*AIM OF THE TASK:*
Where a line of the material includes the string "Keep", copy that line.

*DATASET EXCERPTS:*

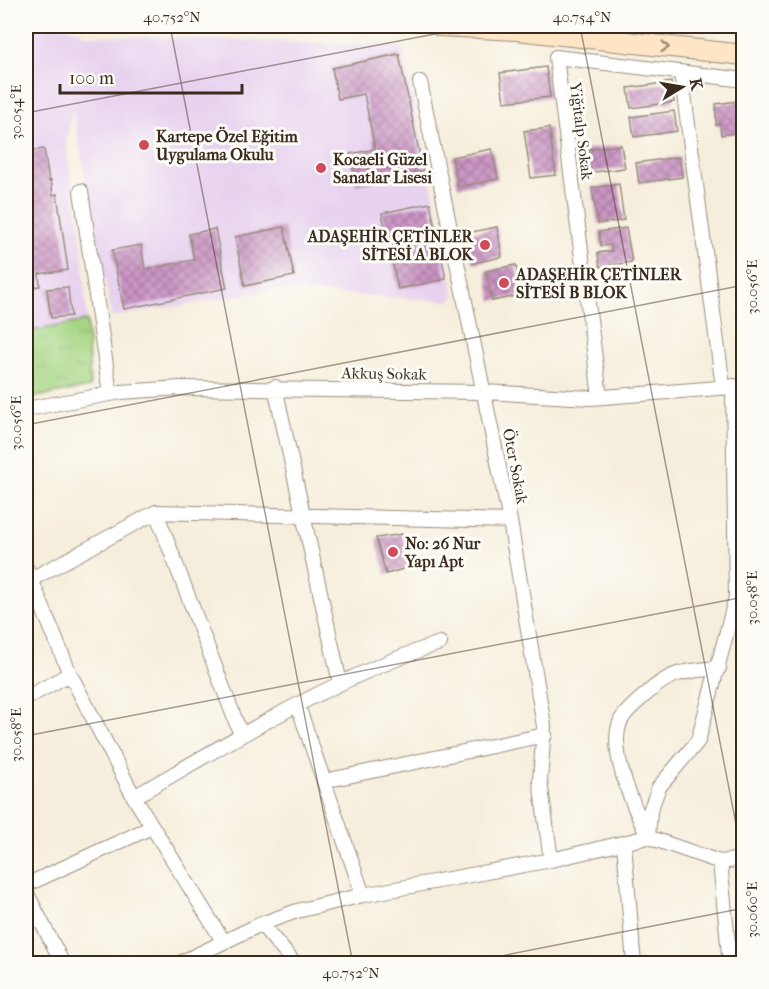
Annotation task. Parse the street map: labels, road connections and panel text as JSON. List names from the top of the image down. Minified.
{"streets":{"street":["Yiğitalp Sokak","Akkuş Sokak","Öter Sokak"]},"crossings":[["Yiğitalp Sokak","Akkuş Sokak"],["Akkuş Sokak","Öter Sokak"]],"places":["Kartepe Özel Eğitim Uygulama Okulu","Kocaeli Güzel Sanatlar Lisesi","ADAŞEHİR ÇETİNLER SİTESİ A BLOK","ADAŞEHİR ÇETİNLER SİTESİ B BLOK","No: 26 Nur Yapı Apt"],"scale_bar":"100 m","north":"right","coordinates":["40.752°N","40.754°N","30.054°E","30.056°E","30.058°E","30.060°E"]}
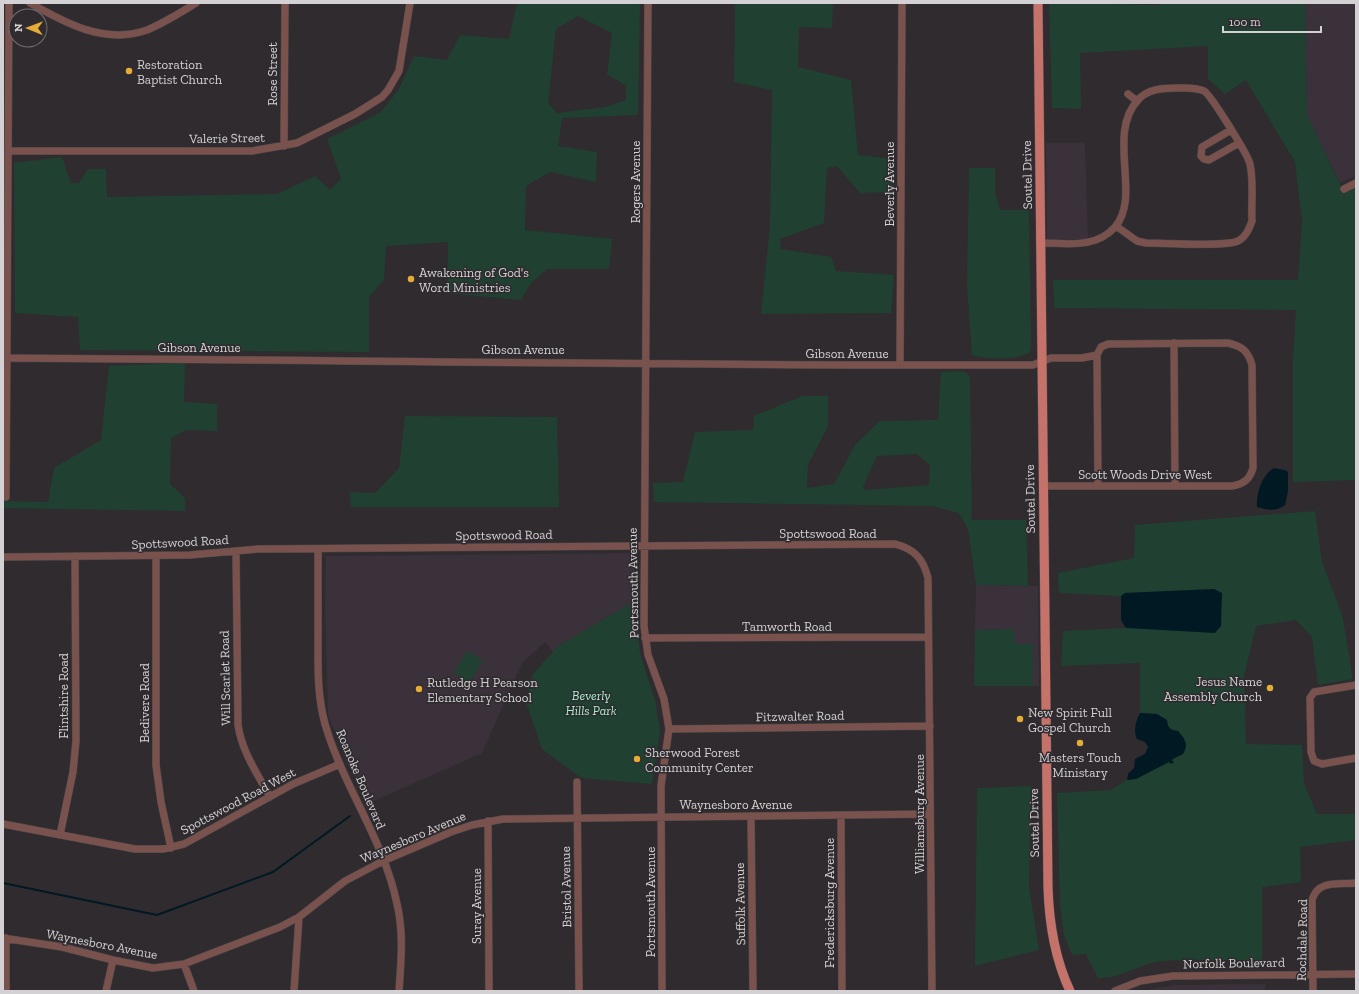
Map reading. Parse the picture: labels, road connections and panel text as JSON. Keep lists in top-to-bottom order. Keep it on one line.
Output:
--
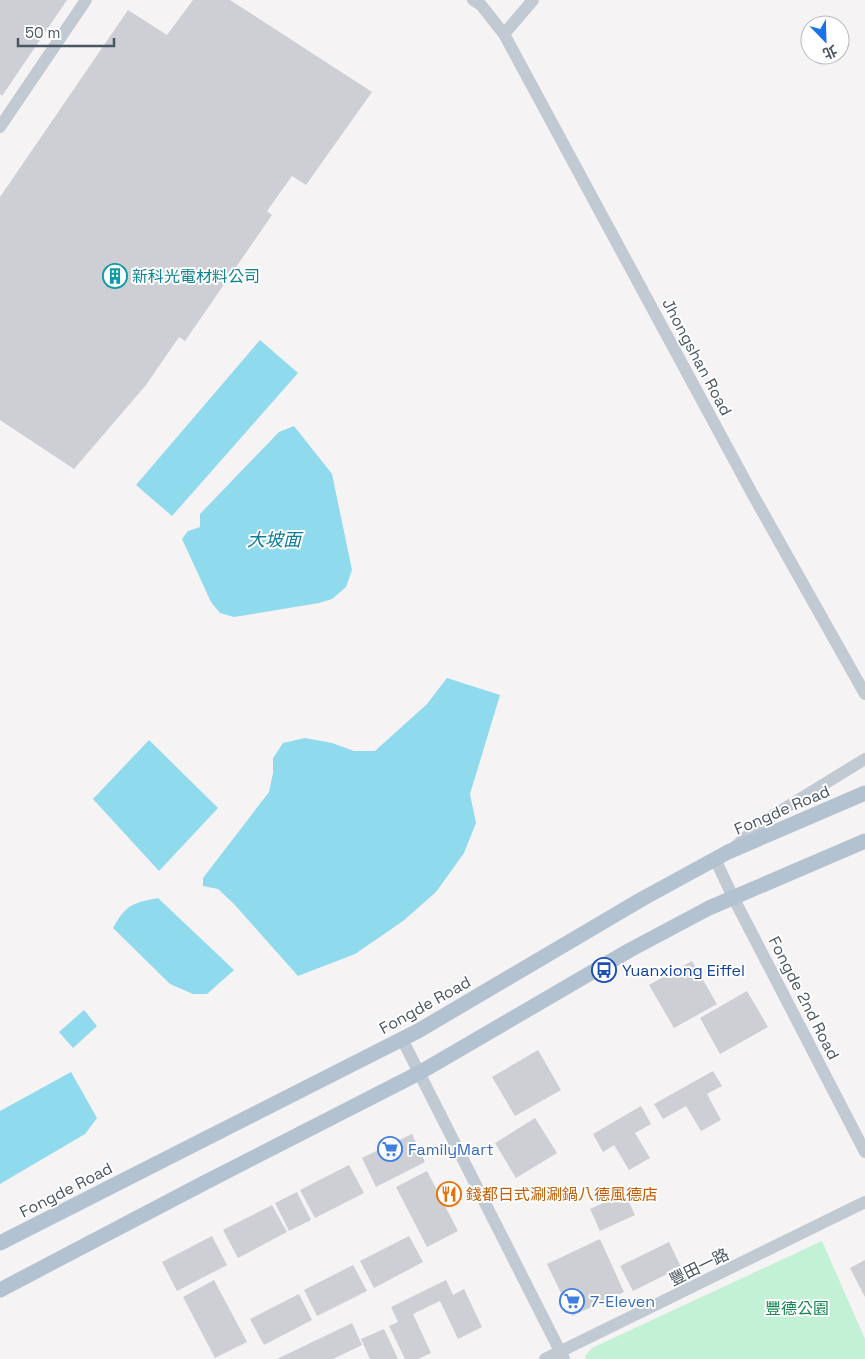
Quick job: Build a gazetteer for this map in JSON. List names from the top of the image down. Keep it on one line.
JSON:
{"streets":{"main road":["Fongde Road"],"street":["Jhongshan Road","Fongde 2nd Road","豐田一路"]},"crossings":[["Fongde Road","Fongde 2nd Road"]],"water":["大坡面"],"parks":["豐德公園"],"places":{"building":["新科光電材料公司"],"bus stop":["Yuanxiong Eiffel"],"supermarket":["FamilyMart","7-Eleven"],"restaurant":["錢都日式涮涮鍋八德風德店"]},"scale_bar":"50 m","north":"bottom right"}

*TASK RESULT:*
Map reading. Parse the picture: labels, road connections and panel text as JSON. Keep lists in top-to-bottom order. Keep it on one line.
Quick job: Build a gazetteer for this map in JSON. List names from the top of the image down. Keep it on one line.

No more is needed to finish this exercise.